About the Person I Love
He is the oldest of four boys, grew up with a sick mother and had lots of responsibility at a young age, as his father was always working to pay the bills. Mr. Funnybones always has a wise crack that makes people smile when things are getting too serious. He even makes me laugh when I am in pain. He is a very giving, patient, and loving person. It takes a lot to get him angry. Loves children and pets, and his heart breaks when someone he loves is suffering. He is not afraid of working for a living to provide for his family, and gets bored if he is not busy. I call him my angel because he always knows just what I need.
My Personal Love Story
We met on a blind date when I was a senior in high school, taking college courses, and working nights. He is four years my senior, and was already working full time in another state. He lived near me, but traveled daily to work and back. Our first date we arrived a half hour late for a movie, so decided to sit at a soda shop near the theatres and wait for the next show.
This worked out great, since it gave us time to get to know each other. By the end of the night, we felt like we had known each other for years. We agreed to another date. Weekends were the only time we didn't have work or school, so that was when we spent our time together.
Since we lived in the same town, and at one time, the same neighborhood, we knew many of the same people. When he first took me around to introduce me to his friends, I already knew every one of them. After four homes, he asked me, "Is there anyone I know that you don't?"
We married a year later. Within one year his mother died. Within the next year we had our first child. Like every young couple, we struggled, but we kept honest with each other and made it through many challenges.
Two of his three brothers lived with us at one time or another. His father lived with us for several years, as he had Alzheimers and needed to be watched daily. If you can get through living with extended family, you can make it through anything.

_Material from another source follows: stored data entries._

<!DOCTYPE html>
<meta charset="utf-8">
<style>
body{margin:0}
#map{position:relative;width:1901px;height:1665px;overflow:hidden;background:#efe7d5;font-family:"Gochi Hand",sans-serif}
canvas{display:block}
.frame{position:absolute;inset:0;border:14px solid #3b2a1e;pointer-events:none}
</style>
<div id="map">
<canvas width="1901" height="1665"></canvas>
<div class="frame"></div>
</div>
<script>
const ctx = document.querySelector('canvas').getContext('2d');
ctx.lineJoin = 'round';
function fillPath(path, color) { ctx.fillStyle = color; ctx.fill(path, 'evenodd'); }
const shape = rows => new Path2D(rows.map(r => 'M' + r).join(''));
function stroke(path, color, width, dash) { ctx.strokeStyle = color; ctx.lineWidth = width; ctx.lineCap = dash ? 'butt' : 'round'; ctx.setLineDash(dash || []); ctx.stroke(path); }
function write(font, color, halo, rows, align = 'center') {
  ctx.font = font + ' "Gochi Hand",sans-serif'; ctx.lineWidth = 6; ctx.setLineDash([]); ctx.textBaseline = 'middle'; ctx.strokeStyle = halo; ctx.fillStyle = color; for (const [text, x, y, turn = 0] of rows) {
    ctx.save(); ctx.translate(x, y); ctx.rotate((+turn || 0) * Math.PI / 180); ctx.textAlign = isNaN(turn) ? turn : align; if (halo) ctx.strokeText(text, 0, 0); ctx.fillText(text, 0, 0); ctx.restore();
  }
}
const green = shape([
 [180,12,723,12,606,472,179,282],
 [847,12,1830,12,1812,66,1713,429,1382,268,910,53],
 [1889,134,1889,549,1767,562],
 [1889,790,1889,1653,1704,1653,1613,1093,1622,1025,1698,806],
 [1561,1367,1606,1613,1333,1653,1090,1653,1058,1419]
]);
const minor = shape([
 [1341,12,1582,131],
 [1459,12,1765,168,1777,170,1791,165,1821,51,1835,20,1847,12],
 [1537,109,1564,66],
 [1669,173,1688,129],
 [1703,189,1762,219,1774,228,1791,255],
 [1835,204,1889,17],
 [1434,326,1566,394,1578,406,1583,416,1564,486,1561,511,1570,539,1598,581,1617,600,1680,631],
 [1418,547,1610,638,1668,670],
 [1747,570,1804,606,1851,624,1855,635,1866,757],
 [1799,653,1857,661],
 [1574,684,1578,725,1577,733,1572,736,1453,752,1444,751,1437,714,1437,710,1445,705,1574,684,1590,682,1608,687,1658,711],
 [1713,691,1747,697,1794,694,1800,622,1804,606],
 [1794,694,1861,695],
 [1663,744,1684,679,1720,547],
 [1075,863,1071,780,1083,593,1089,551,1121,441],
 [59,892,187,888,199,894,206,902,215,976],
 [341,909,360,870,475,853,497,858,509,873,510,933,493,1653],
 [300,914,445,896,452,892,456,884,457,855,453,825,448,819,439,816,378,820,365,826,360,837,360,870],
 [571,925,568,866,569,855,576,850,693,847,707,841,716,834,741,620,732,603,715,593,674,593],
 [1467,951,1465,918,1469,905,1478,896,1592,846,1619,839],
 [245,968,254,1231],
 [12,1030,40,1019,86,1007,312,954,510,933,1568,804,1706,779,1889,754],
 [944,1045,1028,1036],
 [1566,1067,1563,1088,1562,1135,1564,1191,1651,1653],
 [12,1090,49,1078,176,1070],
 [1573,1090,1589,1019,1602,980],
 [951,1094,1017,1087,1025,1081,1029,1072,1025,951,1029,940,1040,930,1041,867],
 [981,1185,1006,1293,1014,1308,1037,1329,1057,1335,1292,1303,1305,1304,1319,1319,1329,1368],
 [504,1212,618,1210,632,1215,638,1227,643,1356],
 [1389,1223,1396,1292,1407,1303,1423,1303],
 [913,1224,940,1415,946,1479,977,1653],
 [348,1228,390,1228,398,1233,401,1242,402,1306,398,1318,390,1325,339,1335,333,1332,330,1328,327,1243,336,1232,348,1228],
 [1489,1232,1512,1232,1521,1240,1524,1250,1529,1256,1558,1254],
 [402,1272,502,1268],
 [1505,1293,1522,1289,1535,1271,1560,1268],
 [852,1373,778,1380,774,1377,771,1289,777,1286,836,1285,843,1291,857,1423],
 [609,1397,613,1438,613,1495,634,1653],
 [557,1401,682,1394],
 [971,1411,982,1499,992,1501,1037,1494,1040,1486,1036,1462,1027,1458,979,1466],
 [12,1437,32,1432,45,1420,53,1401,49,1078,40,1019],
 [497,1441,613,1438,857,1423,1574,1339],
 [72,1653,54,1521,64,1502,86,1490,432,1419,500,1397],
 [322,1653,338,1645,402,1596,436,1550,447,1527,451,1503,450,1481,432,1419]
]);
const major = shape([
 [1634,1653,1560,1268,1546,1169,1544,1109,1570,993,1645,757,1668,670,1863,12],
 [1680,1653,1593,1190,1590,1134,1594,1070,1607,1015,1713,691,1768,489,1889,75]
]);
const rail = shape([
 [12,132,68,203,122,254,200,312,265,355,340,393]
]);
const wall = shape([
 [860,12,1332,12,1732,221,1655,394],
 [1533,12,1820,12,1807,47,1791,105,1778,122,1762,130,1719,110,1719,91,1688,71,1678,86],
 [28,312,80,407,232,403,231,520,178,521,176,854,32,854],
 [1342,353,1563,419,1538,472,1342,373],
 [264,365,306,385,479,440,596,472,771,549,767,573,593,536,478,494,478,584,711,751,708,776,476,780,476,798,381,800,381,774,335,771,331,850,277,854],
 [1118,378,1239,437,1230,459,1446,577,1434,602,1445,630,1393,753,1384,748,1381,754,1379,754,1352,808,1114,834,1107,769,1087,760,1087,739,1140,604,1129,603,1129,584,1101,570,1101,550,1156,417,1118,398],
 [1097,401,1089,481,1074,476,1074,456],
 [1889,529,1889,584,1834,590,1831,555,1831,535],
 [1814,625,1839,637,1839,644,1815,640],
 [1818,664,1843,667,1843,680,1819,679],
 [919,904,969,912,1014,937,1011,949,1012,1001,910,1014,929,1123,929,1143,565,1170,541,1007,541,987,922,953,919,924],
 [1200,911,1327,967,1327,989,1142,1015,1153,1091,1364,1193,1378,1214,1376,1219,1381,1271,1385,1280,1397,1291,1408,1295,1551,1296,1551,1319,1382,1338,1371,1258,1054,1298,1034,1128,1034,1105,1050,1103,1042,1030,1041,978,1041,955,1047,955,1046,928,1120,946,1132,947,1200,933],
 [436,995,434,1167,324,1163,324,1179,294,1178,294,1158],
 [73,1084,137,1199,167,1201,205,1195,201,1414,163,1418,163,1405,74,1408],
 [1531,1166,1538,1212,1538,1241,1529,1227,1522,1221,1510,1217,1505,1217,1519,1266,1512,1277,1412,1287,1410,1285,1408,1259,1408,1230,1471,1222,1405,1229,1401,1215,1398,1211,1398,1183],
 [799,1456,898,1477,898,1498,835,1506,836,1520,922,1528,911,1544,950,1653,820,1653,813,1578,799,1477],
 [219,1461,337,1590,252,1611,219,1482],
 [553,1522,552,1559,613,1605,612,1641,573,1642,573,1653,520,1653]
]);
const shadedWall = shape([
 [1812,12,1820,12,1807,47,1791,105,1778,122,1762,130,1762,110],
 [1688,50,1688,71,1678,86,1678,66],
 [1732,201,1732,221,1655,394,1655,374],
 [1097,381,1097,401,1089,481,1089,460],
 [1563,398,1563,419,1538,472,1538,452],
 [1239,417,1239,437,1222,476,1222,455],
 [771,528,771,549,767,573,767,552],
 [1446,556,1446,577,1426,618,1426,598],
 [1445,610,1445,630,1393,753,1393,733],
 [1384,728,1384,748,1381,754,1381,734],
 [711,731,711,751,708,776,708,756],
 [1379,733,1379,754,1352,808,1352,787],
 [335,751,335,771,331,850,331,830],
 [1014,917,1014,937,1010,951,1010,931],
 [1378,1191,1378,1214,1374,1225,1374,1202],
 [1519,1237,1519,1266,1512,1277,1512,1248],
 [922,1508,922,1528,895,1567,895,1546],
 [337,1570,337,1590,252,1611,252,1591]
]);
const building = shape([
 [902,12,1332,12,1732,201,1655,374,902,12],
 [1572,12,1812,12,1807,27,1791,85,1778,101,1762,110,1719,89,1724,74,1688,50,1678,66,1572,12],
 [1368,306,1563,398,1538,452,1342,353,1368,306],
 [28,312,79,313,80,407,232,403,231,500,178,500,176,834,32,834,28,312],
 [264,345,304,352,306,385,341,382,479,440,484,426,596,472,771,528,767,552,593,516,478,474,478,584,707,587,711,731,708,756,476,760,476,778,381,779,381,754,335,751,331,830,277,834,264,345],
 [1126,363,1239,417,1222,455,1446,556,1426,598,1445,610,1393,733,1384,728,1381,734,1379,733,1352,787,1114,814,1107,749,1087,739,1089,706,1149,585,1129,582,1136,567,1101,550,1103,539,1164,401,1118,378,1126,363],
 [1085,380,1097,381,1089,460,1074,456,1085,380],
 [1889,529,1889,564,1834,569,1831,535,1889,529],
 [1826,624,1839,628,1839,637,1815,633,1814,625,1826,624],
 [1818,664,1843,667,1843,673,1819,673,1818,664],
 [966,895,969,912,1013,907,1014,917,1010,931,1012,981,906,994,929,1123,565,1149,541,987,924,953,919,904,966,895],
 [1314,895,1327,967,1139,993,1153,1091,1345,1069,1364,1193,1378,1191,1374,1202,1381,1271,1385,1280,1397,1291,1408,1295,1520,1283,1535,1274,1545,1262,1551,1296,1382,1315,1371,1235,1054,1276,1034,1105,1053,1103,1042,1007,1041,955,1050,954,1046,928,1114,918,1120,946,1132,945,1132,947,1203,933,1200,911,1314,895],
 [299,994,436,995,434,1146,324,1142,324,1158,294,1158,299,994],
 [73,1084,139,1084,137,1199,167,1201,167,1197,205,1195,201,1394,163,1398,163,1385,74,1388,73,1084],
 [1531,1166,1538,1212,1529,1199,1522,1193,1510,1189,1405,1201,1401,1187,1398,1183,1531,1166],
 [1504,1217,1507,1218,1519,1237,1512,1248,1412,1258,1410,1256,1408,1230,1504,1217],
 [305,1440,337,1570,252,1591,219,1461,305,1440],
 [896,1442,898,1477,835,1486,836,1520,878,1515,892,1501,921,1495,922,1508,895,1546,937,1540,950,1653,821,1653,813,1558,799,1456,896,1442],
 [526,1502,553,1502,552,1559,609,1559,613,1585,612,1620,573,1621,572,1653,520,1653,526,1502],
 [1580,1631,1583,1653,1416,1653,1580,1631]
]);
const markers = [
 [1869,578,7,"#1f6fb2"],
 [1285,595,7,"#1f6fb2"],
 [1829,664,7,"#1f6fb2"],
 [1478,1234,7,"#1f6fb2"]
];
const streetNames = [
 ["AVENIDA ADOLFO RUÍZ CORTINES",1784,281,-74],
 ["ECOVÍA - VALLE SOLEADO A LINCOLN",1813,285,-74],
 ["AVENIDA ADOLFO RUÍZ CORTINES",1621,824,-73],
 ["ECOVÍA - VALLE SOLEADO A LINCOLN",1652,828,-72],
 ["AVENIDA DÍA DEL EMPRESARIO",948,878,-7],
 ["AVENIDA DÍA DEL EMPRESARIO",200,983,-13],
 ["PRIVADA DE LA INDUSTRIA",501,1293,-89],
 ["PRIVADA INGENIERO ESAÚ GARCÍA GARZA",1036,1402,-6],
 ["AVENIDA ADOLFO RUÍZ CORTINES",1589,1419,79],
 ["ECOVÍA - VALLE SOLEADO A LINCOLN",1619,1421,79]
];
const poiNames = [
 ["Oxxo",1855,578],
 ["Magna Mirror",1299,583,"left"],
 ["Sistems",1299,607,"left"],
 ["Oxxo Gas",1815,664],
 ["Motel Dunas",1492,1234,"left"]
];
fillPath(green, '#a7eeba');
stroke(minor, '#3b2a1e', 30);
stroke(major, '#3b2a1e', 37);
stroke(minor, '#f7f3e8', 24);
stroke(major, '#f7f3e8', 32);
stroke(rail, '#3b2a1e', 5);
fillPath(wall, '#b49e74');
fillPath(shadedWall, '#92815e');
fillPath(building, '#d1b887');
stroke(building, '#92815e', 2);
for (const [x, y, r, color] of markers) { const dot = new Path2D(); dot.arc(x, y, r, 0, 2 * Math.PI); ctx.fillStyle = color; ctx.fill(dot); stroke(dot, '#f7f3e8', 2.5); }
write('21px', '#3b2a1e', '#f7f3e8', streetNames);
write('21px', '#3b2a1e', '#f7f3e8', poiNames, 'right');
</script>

We got married young, but we were both mature for our age. We still grew up some together. We ALWAYS trusted each other, so there was never any jealousy in our relationship. We try to keep date nights, even if it is just a walk in the park. We show love and respect to each other daily. WE knew that marriage is never 50/50. Someone is always going to have to give a little more than the other. But, it should shift back and forth.
I got sick in my early 40's and he stepped up and started helping out with chores and even learned to cook some main dishes. I help him outside when I can, and he does the housework when I am not feeling up to it. Even though I can no longer work outside the home, he still helps me out, in spite of all the overtime he works.
Here we are thirty-four years later... still happily married. We lost our parents, a sibling, children, and a few friends, but we grew closer through it all.
- We agreed to always be honest with each other, especially about money. No secrets, other than Christmas time stuff, and no large purchases without an open discussion about it first.
- We talked about children and discipline before having them. I was home with them, so I set most of the rules. But he was sure to back me up on all of them. This way they could not play one parent against the other.
- We each have our own interest/hobbies and we gave each other time to keep involved with them. But, we also found mutual interests that we could share.
- As long as bills are paid, we still try to make time for fun.
People need to talk to each other about what they want in life BEFORE they get married. We knew how many children we wanted, that we wanted a parent home with them until school age, what type of house to work toward, life goals, etc. It is a partnership based on love, trust, respect, and life.